Stored data:
-- Opening Marker --

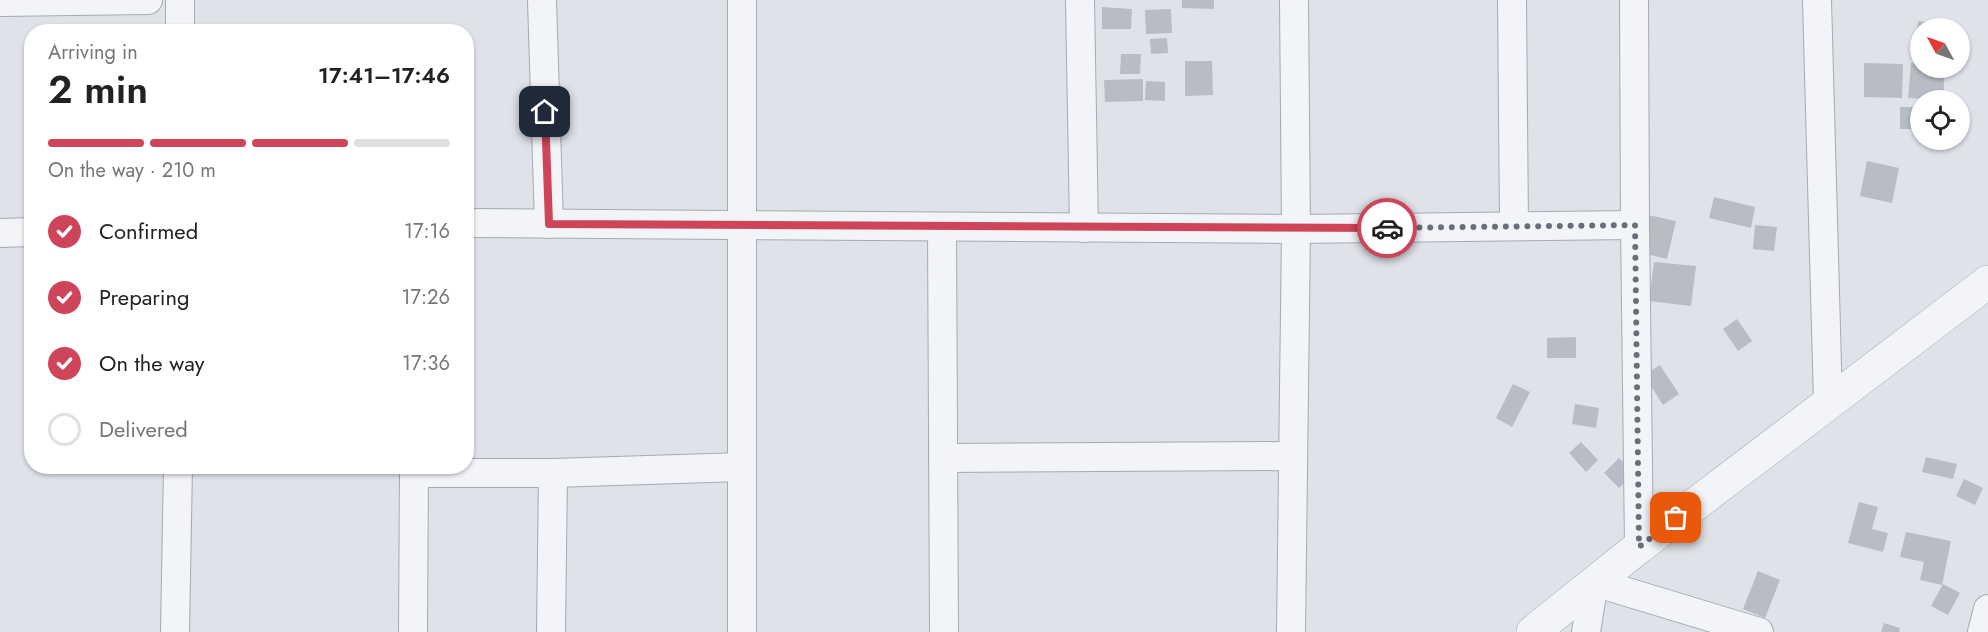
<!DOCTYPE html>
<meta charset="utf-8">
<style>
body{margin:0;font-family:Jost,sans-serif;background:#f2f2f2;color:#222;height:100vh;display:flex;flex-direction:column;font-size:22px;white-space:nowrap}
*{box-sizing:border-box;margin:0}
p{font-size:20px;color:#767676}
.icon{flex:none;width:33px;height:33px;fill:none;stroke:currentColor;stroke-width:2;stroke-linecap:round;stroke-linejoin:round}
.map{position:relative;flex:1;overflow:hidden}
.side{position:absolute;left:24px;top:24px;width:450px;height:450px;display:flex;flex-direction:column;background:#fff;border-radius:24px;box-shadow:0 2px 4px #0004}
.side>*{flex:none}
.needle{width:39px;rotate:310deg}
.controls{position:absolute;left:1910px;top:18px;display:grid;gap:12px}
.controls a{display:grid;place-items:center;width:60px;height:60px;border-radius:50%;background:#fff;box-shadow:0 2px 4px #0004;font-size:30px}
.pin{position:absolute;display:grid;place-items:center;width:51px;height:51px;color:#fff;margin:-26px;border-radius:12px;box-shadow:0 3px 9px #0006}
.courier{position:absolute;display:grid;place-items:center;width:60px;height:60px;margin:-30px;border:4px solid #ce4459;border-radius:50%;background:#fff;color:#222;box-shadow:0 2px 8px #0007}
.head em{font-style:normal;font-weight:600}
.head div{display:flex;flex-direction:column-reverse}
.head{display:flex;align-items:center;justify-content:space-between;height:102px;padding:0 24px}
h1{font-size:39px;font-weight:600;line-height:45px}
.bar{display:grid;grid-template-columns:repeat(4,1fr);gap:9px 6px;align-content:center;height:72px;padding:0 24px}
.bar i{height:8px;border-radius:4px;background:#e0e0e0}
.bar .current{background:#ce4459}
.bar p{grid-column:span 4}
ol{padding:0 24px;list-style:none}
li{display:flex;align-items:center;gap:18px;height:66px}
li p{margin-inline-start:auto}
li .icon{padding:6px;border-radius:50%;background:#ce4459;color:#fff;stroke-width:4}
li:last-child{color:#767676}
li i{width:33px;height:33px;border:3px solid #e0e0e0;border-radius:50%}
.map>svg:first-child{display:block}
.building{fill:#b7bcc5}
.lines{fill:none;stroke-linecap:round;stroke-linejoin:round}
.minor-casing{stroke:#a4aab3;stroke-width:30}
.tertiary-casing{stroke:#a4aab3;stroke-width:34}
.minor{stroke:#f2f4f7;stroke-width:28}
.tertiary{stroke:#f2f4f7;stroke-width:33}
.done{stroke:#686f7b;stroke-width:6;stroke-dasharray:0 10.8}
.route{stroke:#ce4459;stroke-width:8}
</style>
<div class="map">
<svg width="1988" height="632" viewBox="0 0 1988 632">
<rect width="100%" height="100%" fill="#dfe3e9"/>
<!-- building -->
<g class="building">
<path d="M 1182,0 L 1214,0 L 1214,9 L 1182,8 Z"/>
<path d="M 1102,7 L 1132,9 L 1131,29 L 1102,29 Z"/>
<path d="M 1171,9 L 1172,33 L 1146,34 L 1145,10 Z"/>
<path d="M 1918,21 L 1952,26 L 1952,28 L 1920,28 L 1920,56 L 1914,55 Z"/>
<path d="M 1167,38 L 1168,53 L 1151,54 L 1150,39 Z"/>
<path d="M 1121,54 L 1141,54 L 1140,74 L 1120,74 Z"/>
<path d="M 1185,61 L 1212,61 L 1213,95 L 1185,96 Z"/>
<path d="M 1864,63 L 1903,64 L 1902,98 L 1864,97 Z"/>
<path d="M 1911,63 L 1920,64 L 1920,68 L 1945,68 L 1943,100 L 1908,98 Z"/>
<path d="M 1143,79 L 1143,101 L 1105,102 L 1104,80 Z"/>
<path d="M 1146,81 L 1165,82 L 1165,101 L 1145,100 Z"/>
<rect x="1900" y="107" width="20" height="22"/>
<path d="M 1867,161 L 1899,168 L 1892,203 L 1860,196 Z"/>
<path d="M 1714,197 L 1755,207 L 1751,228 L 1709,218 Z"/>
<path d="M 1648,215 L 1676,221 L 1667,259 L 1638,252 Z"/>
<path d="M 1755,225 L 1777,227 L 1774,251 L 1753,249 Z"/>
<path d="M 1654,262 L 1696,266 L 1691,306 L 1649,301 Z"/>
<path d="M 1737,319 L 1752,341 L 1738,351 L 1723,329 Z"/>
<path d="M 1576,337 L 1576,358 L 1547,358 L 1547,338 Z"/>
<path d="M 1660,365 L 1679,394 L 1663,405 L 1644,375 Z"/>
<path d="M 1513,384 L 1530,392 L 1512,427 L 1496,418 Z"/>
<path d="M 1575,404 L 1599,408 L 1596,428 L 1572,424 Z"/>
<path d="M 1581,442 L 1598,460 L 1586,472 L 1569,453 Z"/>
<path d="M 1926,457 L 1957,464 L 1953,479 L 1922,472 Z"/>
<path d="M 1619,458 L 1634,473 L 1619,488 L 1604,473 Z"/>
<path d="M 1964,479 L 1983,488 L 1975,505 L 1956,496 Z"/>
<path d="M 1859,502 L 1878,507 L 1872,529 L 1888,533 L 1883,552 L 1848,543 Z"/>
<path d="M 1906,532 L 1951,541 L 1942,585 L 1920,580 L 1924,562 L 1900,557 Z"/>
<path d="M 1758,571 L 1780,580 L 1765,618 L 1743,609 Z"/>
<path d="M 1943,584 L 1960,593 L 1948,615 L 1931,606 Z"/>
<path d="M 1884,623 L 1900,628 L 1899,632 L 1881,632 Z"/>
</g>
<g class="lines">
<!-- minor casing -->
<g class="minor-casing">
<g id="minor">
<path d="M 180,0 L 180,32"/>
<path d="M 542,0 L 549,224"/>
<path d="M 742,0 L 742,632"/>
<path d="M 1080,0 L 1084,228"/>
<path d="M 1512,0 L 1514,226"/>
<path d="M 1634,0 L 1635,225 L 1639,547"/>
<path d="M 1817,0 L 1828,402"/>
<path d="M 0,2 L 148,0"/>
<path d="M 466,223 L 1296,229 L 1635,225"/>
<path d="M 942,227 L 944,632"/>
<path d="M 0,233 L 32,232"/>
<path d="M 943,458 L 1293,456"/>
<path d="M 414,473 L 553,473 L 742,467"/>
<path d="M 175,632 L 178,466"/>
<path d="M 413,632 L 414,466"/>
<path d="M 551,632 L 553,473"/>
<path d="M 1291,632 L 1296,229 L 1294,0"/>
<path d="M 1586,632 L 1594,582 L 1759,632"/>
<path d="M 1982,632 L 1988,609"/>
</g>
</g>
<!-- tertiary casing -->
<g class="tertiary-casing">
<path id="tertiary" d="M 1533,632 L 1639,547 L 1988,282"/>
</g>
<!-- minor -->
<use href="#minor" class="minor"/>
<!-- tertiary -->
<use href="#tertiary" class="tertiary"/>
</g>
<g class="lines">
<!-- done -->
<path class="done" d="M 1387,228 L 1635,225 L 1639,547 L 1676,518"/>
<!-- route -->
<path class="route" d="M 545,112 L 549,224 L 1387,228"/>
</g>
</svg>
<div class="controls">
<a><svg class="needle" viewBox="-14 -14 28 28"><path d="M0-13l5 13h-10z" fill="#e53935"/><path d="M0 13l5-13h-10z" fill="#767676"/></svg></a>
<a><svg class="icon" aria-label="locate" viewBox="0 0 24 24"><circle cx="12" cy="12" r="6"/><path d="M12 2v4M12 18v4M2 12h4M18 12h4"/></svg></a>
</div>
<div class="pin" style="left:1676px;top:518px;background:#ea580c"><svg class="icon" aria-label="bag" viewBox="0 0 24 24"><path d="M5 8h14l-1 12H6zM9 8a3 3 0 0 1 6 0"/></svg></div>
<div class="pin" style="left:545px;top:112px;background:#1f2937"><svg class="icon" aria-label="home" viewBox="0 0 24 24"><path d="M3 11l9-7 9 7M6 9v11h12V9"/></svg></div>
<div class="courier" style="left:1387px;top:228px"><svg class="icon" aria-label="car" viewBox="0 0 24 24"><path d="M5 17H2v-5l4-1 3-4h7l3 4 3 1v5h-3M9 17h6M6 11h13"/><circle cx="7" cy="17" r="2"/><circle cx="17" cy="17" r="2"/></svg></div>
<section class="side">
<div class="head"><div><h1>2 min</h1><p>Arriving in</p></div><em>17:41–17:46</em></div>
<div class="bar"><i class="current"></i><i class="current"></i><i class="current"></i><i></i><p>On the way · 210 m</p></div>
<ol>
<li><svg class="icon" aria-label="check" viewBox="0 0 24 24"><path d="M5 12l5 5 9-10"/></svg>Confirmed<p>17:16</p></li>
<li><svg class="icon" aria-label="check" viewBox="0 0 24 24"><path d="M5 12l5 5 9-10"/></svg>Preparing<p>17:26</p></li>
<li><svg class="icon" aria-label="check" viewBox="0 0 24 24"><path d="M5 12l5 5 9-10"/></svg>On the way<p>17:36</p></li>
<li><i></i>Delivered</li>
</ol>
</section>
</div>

-- Closing Marker --

▶ To do
Filter the data above by the word "linecap" and copy every line that matches.

▶ Expected answer
.icon{flex:none;width:33px;height:33px;fill:none;stroke:currentColor;stroke-width:2;stroke-linecap:round;stroke-linejoin:round}
.lines{fill:none;stroke-linecap:round;stroke-linejoin:round}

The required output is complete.